2か月の間、融資付に奔走し無事に融資を受けることができたとします。(ここまでが財務の仕事)


通帳には10億円が入金されています。


これを(借)Cash 10億 (貸)借入金 10億 という仕訳を切ります。(これが経理の仕事)


財務が長男、経理が次男 みたいなイメージでしょうか。(ちょっと違うか。)


財務が上、経理が下 という関係性があることは理解できるかと思います。(優れているか否かは無関係です。)


将来に関連する数値関係、例えば、「繰延税金資産の回収可能性」や「固定資産の減損損失」などは、往々にして財務のトップが関与しています。


キャリアのゴールは「CFO(最高財務責任者)」とか「コントローラー」という役職になります。


そこまで目指すのであれば、内定後からUSCPAの勉強を始めることをおススメします。


以上、ここまでが会計士受験勉強が直接、役に立つ職種です。


ここからは、会計士の勉強が直接役立つという観点ではなく、これからの時代にニーズが高まること間違いなしの職種・職業を4つご紹介します。


D:ベンチャーキャピタリスト


資本主義の世界にいる以上、資金の担い手は重要な存在です。


その意味では、ベンチャーキャピタル(VC)で経験を積むことはおススメです。


VCはアーリーステージにいる会社(大半が非上場)に出資をして、場合によっては経営に参画し、企業価値を高めて売却(EXIT)することで利ザヤを得るのが目的です。


やっていることは、ファンドと対して変わりません。


ファンドは主に上場企業が対象となるのに対し、VCは名もなき中小企業に対して出資をする点が異なります。


あと、ファンドは株価が重要な指標(金融投資)であるのに対し、VCは企業それ自体の価値(事業投資)に重きを置くという違いもあります。

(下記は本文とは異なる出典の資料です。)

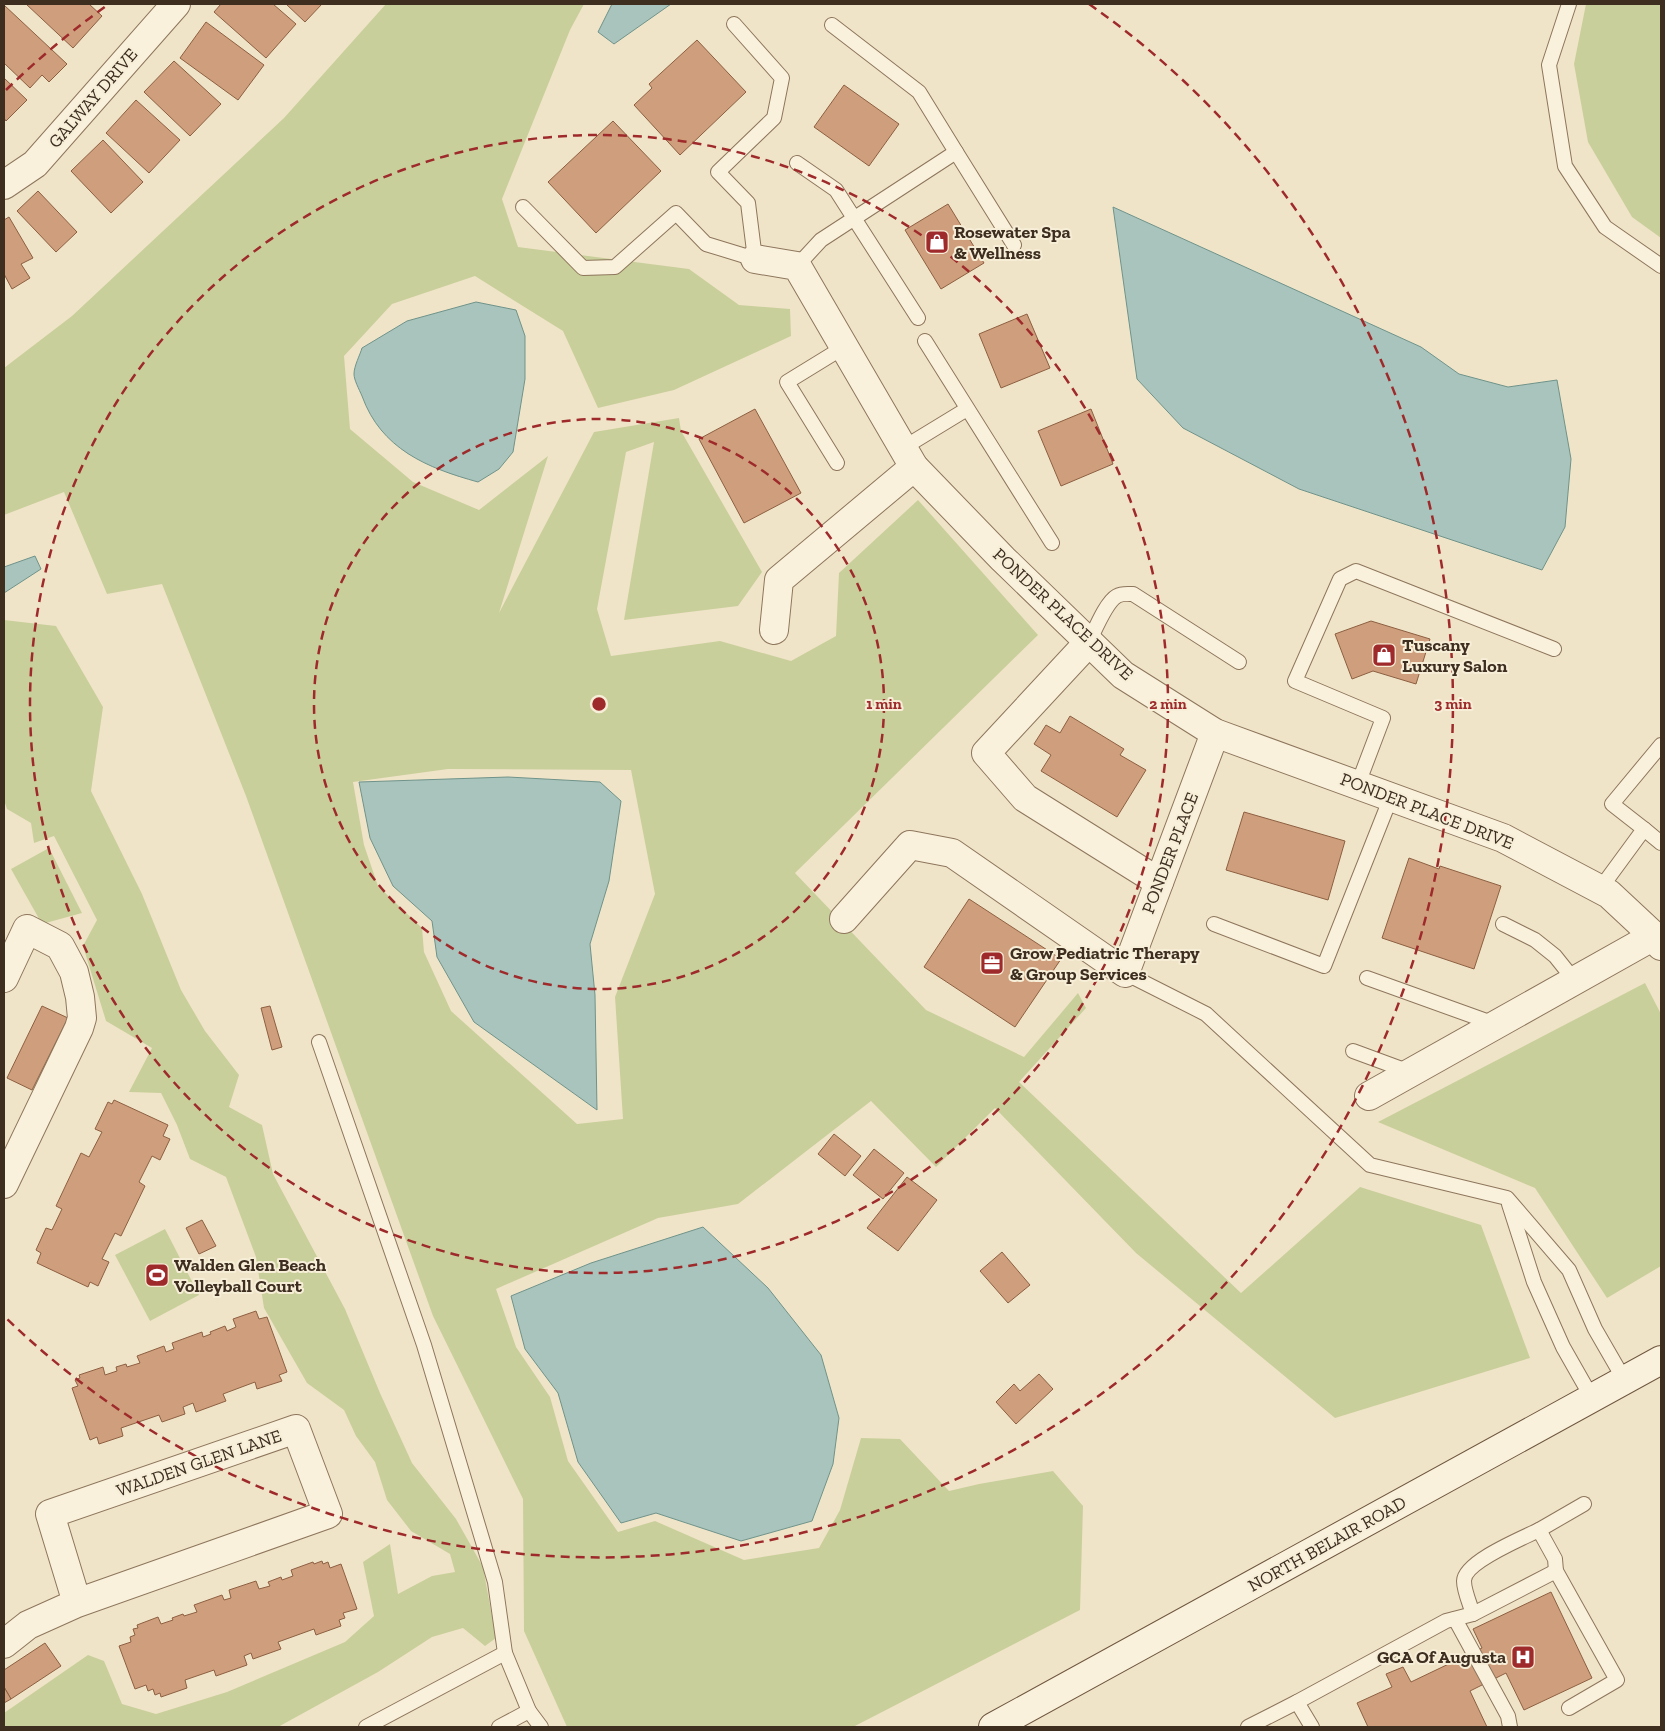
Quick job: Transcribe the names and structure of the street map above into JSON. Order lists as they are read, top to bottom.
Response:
{
  "streets": {
    "street": [
      "GALWAY DRIVE",
      "PONDER PLACE DRIVE",
      "PONDER PLACE",
      "WALDEN GLEN LANE",
      "NORTH BELAIR ROAD"
    ]
  },
  "crossings": [
    ["PONDER PLACE DRIVE", "PONDER PLACE"]
  ],
  "places": {
    "shop": ["Rosewater Spa & Wellness", "Tuscany Luxury Salon"],
    "office": ["Grow Pediatric Therapy & Group Services"],
    "sports": ["Walden Glen Beach Volleyball Court"],
    "hospital": ["GCA Of Augusta"]
  },
  "rings": ["1 min", "2 min", "3 min"]
}
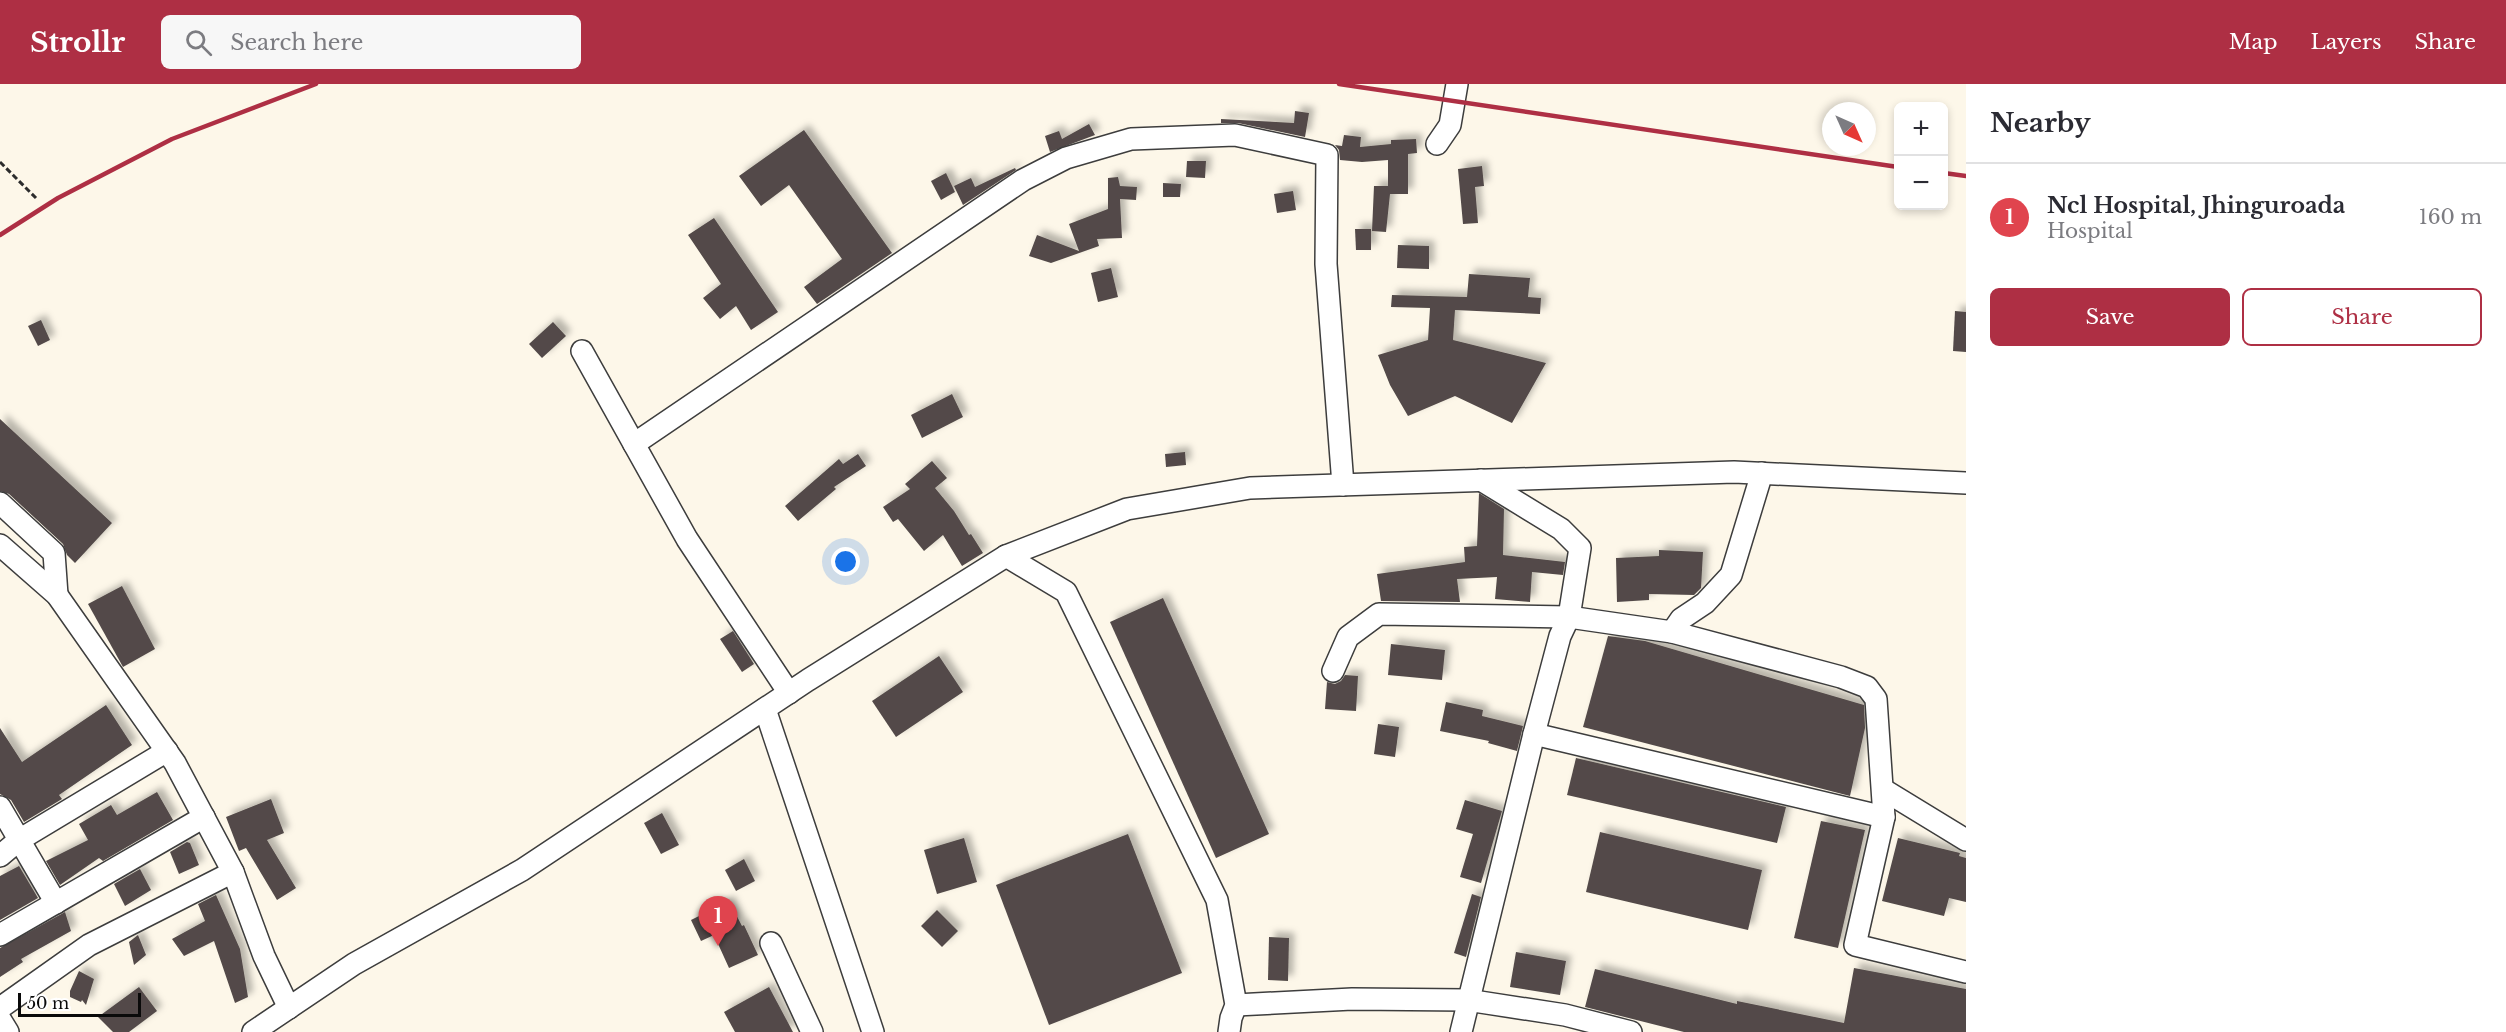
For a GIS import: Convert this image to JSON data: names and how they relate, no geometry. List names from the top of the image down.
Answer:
{
  "scale_bar": "50 m",
  "north": "bottom right",
  "page": {
    "header": "Strollr",
    "search": "Search here",
    "nav": ["Map", "Layers", "Share"],
    "heading": "Nearby",
    "map_buttons": ["+", "−"],
    "list": [
      {
        "mark": "1",
        "name": "Ncl Hospital, Jhinguroada",
        "note": "Hospital",
        "value": "160 m"
      }
    ],
    "buttons": ["Save", "Share"],
    "pins": "1",
    "scale": "50 m"
  }
}
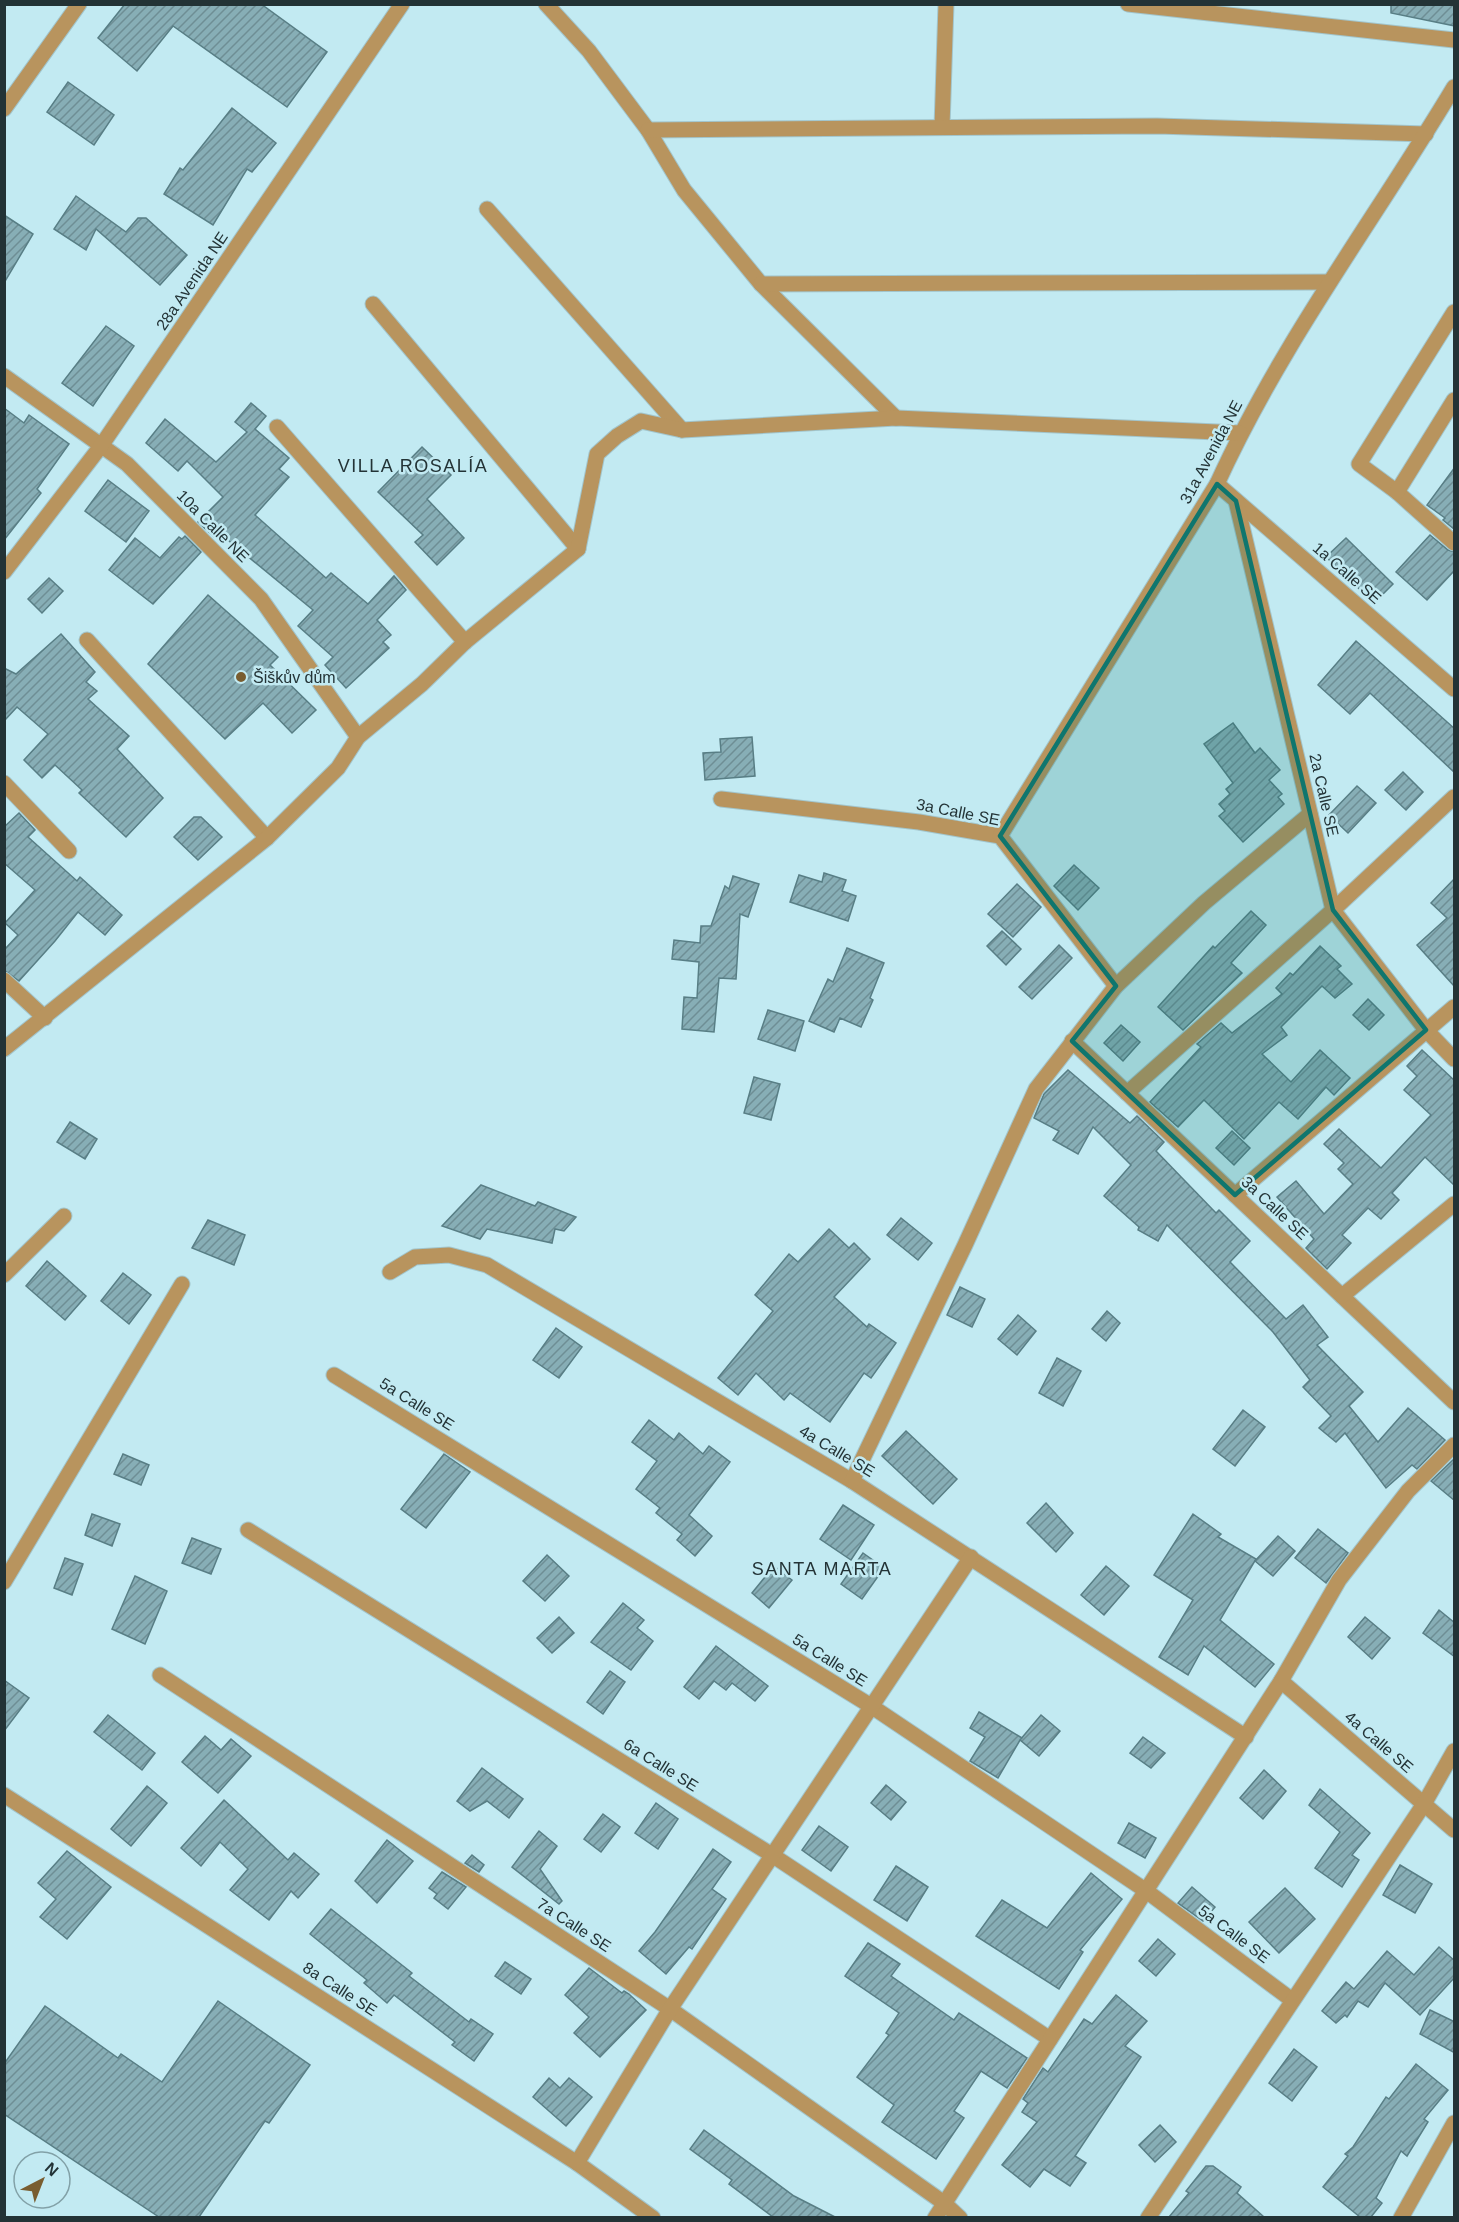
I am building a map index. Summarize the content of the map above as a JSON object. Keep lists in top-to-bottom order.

VCでは、会社の事業計画の実現可能性を検討の上、財務分析をして、会社の成長性や収益性を判断します。


そして問題がなければ、無事出資に至ります。(その会社の株主になることもありますし、劣後債というのを発行して債権者になることもあります。)


銀行や証券会社の業務は将来、AIにとって代わる可能性は高いですが、VCはどうでしょうか?


私は、AIはVCにおける人間の仕事を奪うほどの脅威にはならない と見ています。


AIが人間の仕事を奪う可能性のある業務


それは・・・


定型的な(決まった)業務
取引量が多い業務


であるという特徴を有します。


まさに銀行の融資業務や窓口業務、証券会社の売買業務などはバッチリ該当するのです。


一方で、VCの場合には、1つのプロジェクトにはかなりの時間をかけて、色んな要素(非定型的な要素:経営者の人柄や誠実性等)を織り込みながら出資の検討をします。


AIが一つの参考情報を提供することはあり得るかもしれませんが、30年後にAIだけでVCが生業として成立しているとは思えません。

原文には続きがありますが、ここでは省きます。